> [PROBLEM TO WORK ON]:
Count up the lines below where the word "JSON" shows up, and respond with the number alone.

> [EXCERPTED RECORDS]:
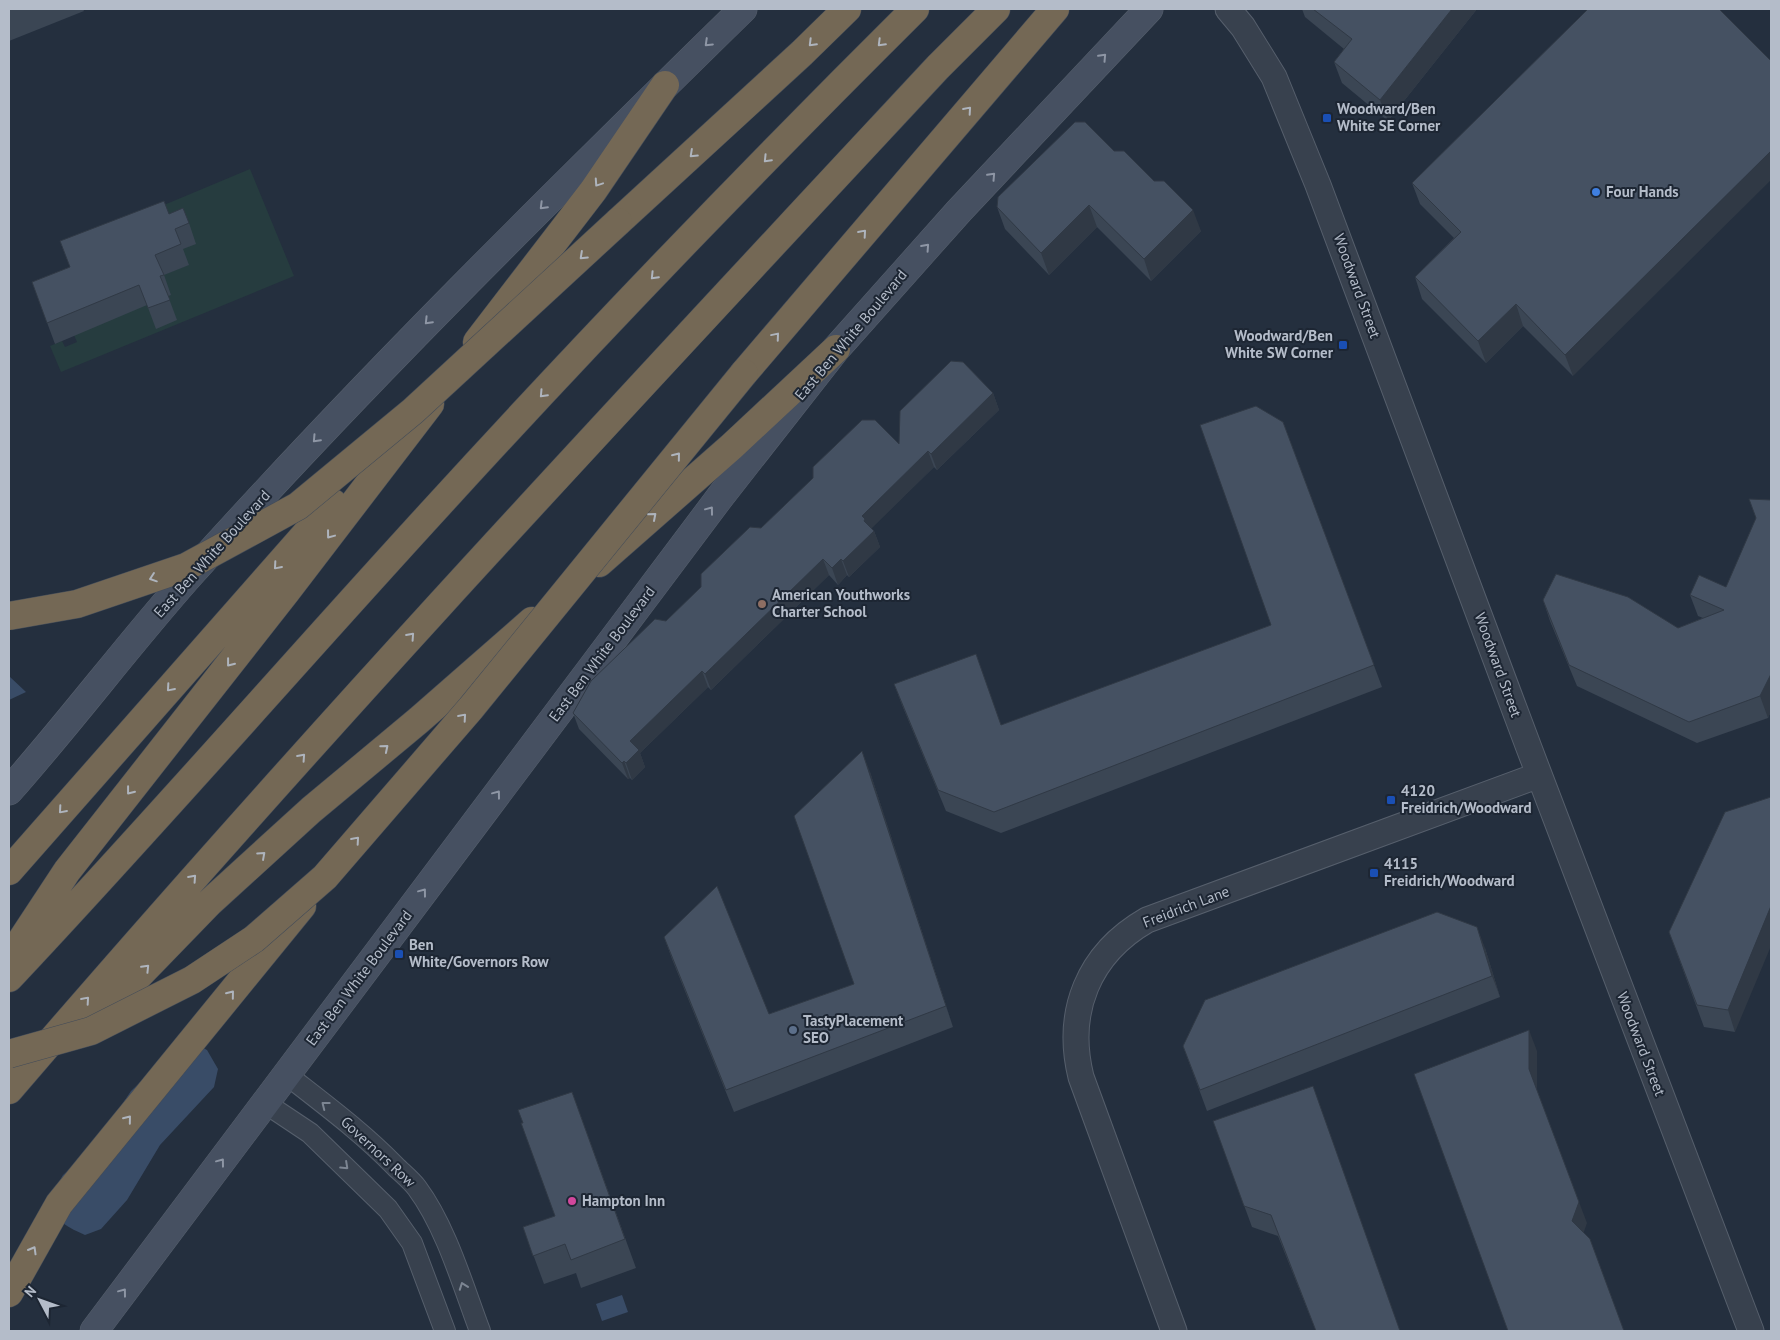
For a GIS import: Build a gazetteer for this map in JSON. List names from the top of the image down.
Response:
{
  "streets": {
    "main road": ["East Ben White Boulevard"],
    "street": ["Woodward Street", "Freidrich Lane", "Governors Row"]
  },
  "crossings": [
    ["Woodward Street", "Freidrich Lane"],
    ["East Ben White Boulevard", "Governors Row"]
  ],
  "places": {
    "transit": [
      "Woodward/Ben White SE Corner",
      "Woodward/Ben White SW Corner",
      "4120 Freidrich/Woodward",
      "4115 Freidrich/Woodward",
      "Ben White/Governors Row"
    ],
    "other": [
      "Four Hands",
      "American Youthworks Charter School",
      "TastyPlacement SEO",
      "Hampton Inn"
    ]
  },
  "north": "top left"
}
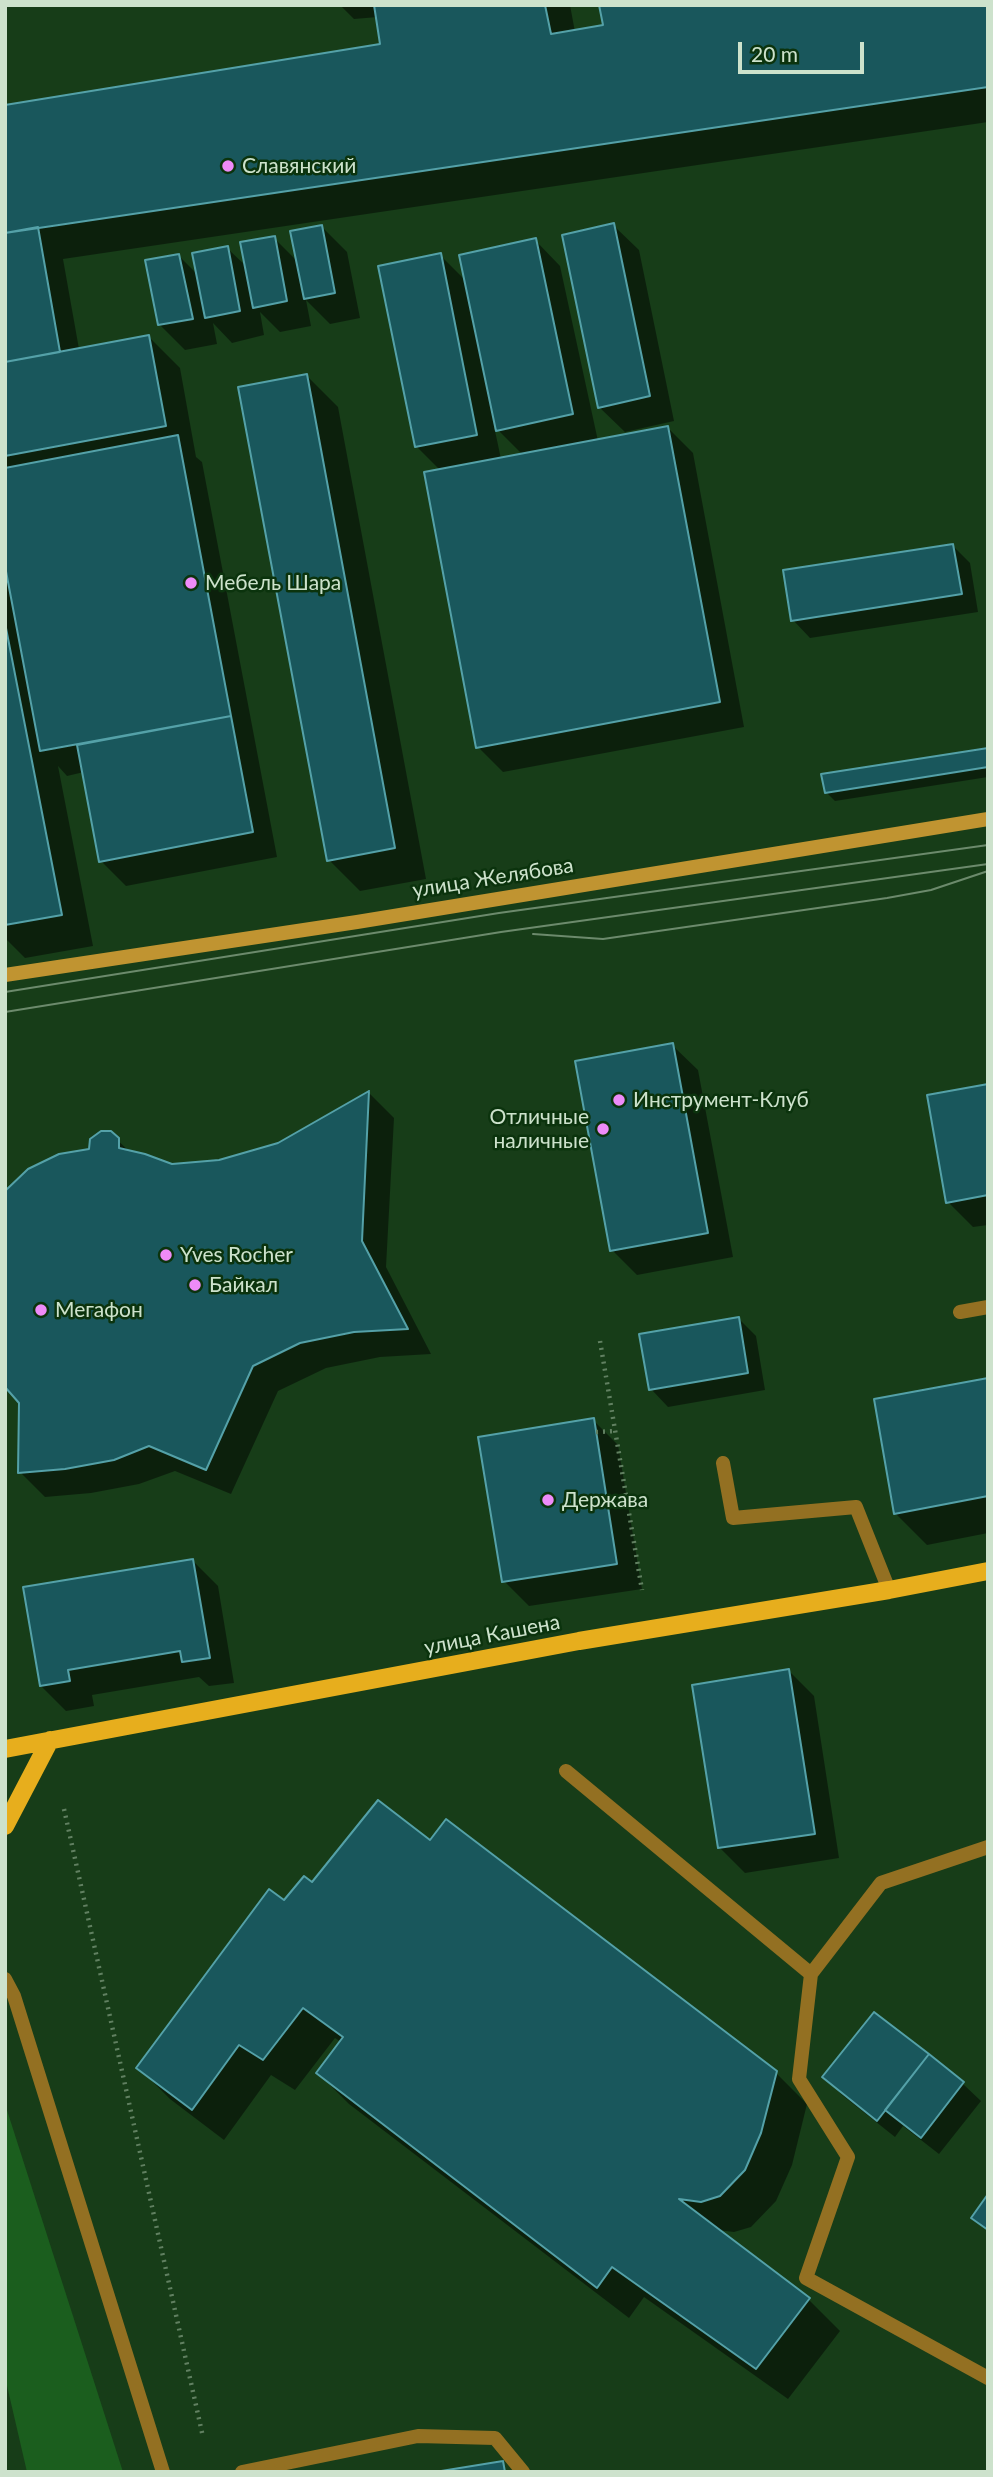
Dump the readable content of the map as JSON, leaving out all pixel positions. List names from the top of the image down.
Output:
{
  "streets": {
    "main road": ["улица Кашена"],
    "street": ["улица Желябова"]
  },
  "places": [
    "Славянский",
    "Мебель Шара",
    "Инструмент-Клуб",
    "Отличные наличные",
    "Yves Rocher",
    "Байкал",
    "Мегафон",
    "Держава"
  ],
  "scale_bar": "20 m"
}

> [SOLUTION FOR THIS TASK]:
2